Prior da Comunidade monástica de Bose, Enzo Bianchi: Deus jamais decepciona
Cidade do Vaticano (RV) - Foi apresentado nesta quinta-feira em Turim, noroeste
da Itália, na presença do diretor da Sala de Imprensa da Santa Sé, Pe. Federico Lombardi,
e do filósofo Massimo Cacciari, o livro "A sabedoria do coração", volume com o qual
a prestigiosa casa editora Einaudi festeja os 70 anos do prior da Comunidade monástica
de Bose, Enzo Bianchi. Trata-se de uma vida, desde a juventude, marcada por escolhas
radicais, como nos ressalta o próprio Enzo Bianchi, entrevistado pela Rádio Vaticano:
Enzo
Bianchi:- "Após ter feito uma experiência junto a Abbé Pierre, em Rouen, na França,
com maltrapilhos, ex-legionários, alcoólatras com os quais vivia e cuidava deles,
entendi que o cristianismo – ao menos para mim – não deveria ser tanto uma questão
de se fazer grandes coisas na política ou na universidade, para qual estava me endereçando,
mas que poderia ser algo de muito mais simples, inclusive anônimo. Pensei na vida
monástica e com todas as forças segui esse caminho."
RV: Outra decisão que
marcou a sua vida foi justamente a de permanecer monge, sem tornar-se sacerdote...
Enzo
Bianchi:- "Eu sentia dentro de mim que deveria permanecer um simples fiel.

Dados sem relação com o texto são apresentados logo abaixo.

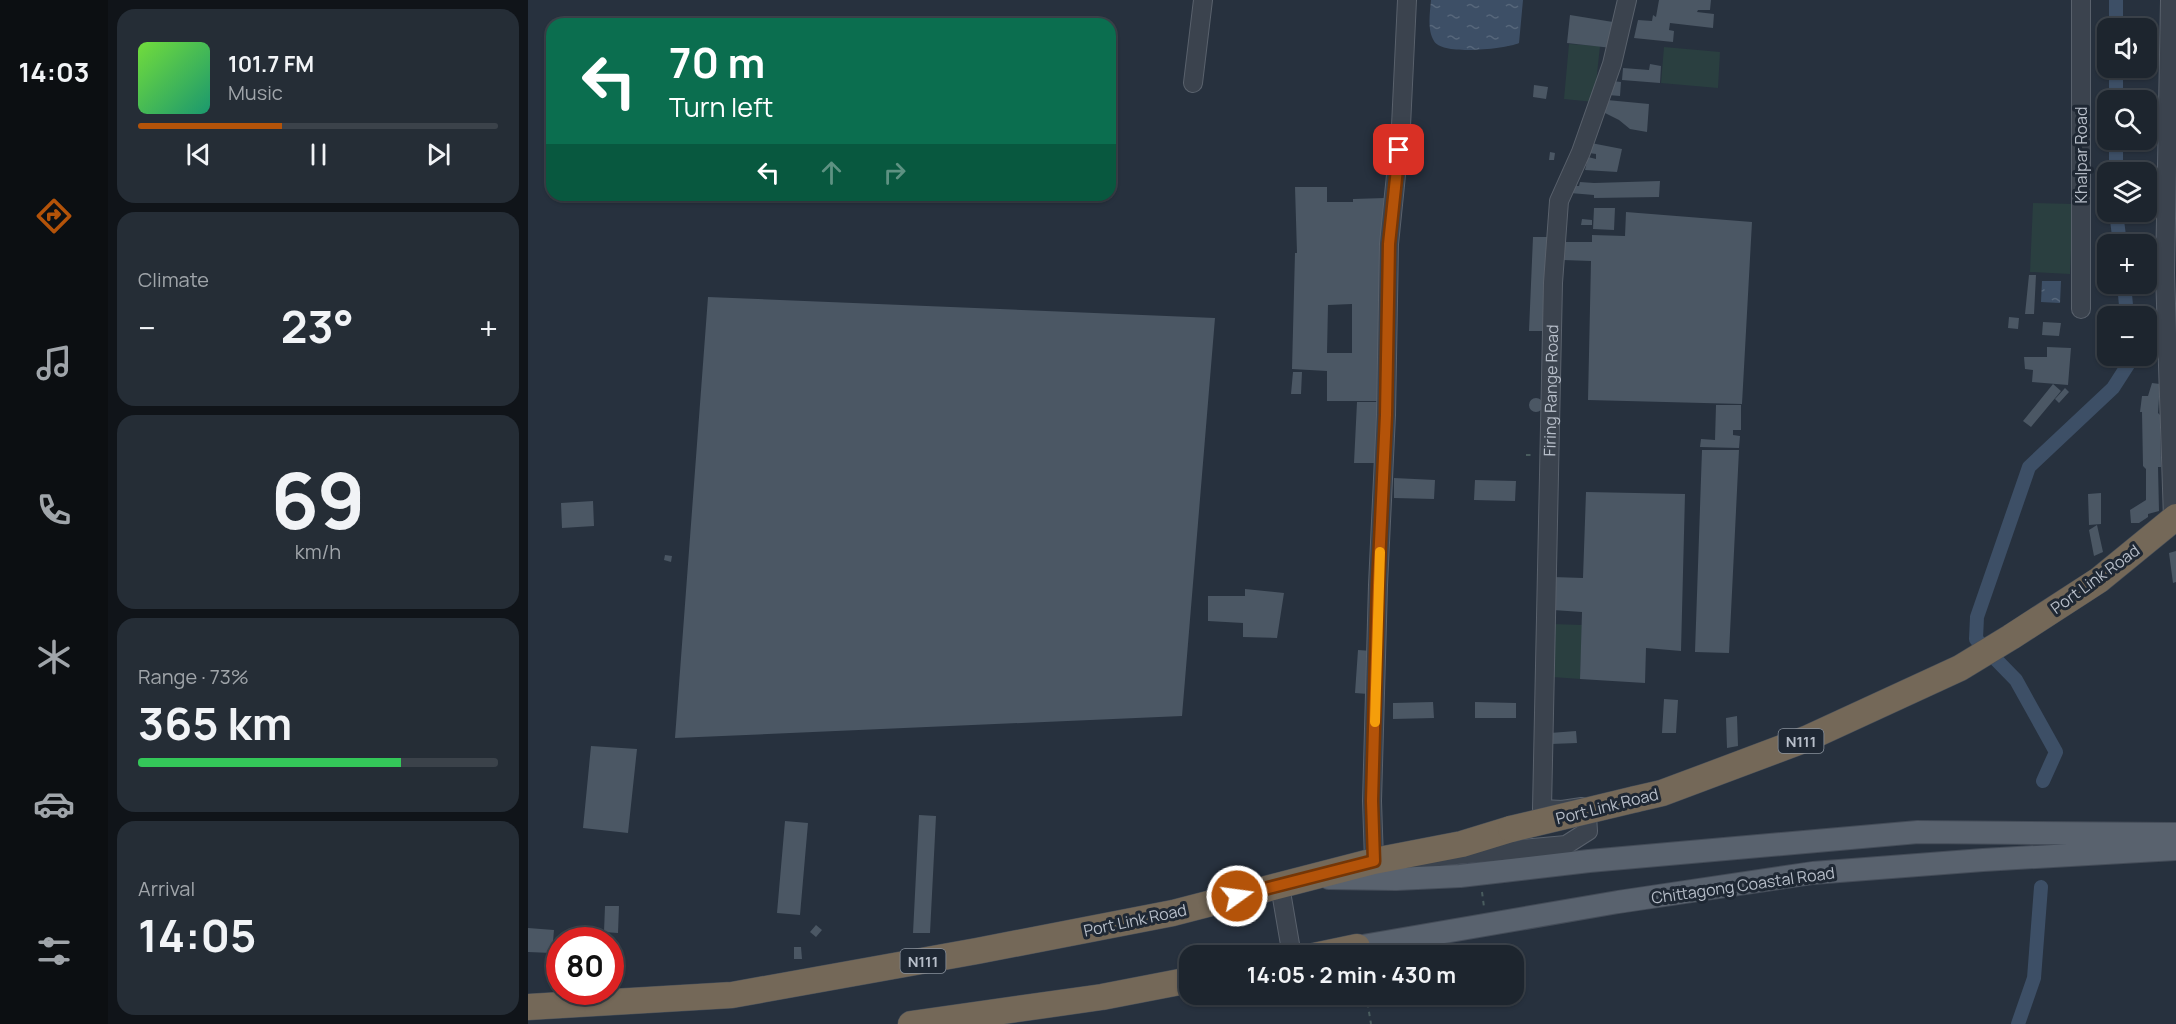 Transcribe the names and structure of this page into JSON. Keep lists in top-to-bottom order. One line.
{"streets":{"highway":["Port Link Road","N111"],"main road":["Chittagong Coastal Road"],"street":["Khalpar Road","Firing Range Road"]},"crossings":[["Firing Range Road","Chittagong Coastal Road"],["Port Link Road","Chittagong Coastal Road"]],"page":{"tabs":"14:03","map_buttons":["+","−"],"turn":["70 m","Turn left"],"song":["101.7 FM","Music"],"tile":["Climate",["69","km/h"],["Range · 73%","365 km"],["Arrival","14:05"]],"heat":["−","23°","+"],"limit":"80","trip":"14:05 · 2 min · 430 m"}} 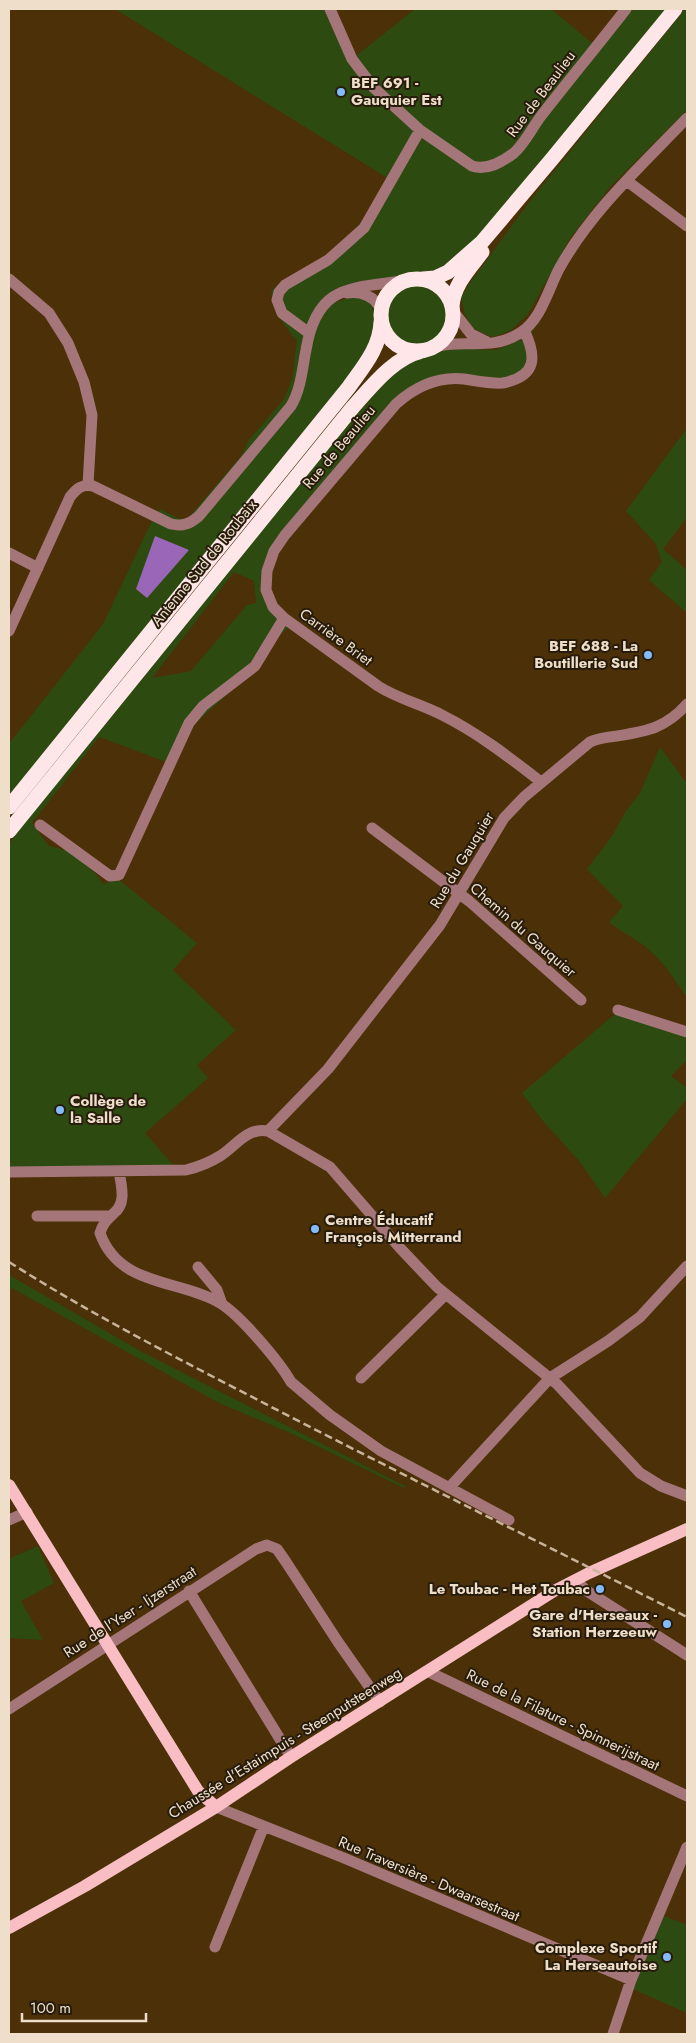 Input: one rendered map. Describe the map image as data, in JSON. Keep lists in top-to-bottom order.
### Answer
{
  "streets": {
    "highway": ["Antenne Sud de Roubaix"],
    "main road": ["Chaussée d'Estaimpuis - Steenputsteenweg"],
    "street": [
      "Rue de Beaulieu",
      "Carrière Briet",
      "Rue du Gauquier",
      "Chemin du Gauquier",
      "Rue de l'Yser - Ijzerstraat",
      "Rue de la Filature - Spinnerijstraat",
      "Rue Traversière - Dwaarsestraat"
    ]
  },
  "crossings": [
    ["Rue de Beaulieu", "Carrière Briet"],
    ["Carrière Briet", "Rue du Gauquier"],
    ["Rue du Gauquier", "Chemin du Gauquier"],
    ["Rue de l'Yser - Ijzerstraat", "Chaussée d'Estaimpuis - Steenputsteenweg"],
    ["Rue de la Filature - Spinnerijstraat", "Chaussée d'Estaimpuis - Steenputsteenweg"],
    ["Chaussée d'Estaimpuis - Steenputsteenweg", "Rue Traversière - Dwaarsestraat"]
  ],
  "places": [
    "BEF 691 - Gauquier Est",
    "BEF 688 - La Boutillerie Sud",
    "Collège de la Salle",
    "Centre Éducatif François Mitterrand",
    "Le Toubac - Het Toubac",
    "Gare d'Herseaux - Station Herzeeuw",
    "Complexe Sportif La Herseautoise"
  ],
  "scale_bar": "100 m"
} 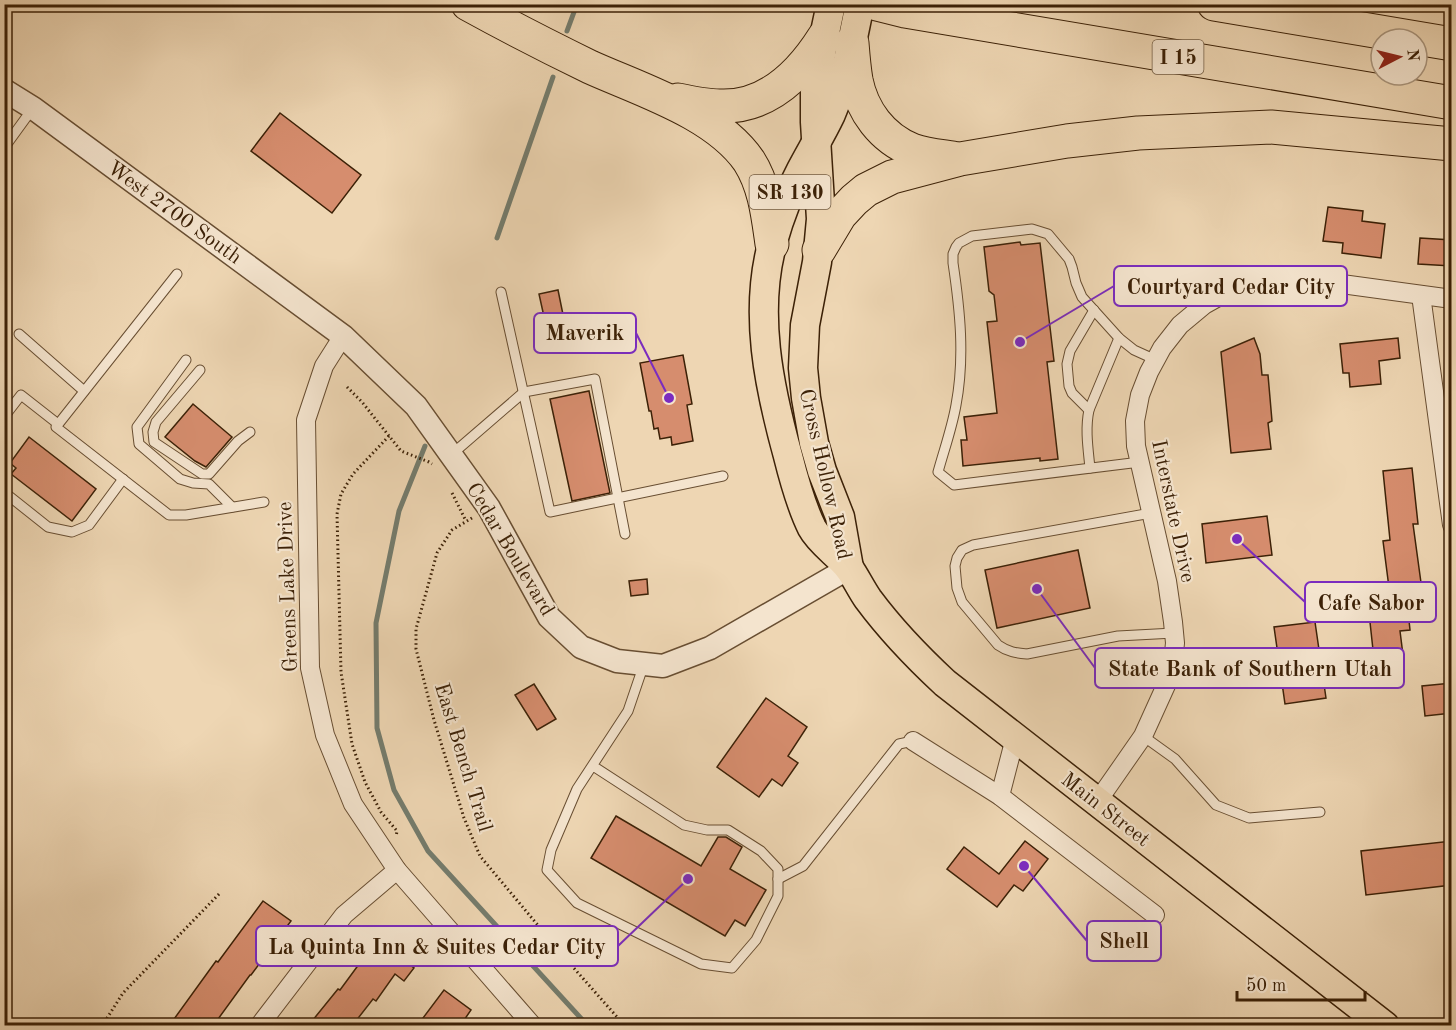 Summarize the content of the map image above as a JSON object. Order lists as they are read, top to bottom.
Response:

Creio
que precisamos mostrar que também alguém que não faz parte da ordem clerical pode
tentar levar uma vida evangélica, uma vida cristã. Eu quis seguir esse caminho contracorrente
porque o monaquismo se encontra totalmente "clericalizado" e hoje permanece essencialmente
formado por monges-sacerdotes. Mas eu queria voltar às origens, às origens de Pacômio,
de Basílio, de Bento, quando eram simples leigos que ofereciam esse serviço no coração
da Igreja e para toda a Igreja, sem com isso fazer parte da hierarquia."
RV:
E seguindo essa direção, em 1965, ao término do Concílio Vaticano II, começou a experiência
da Comunidade de Bose, que hoje é um afresco orante, encastoado na vida da Igreja.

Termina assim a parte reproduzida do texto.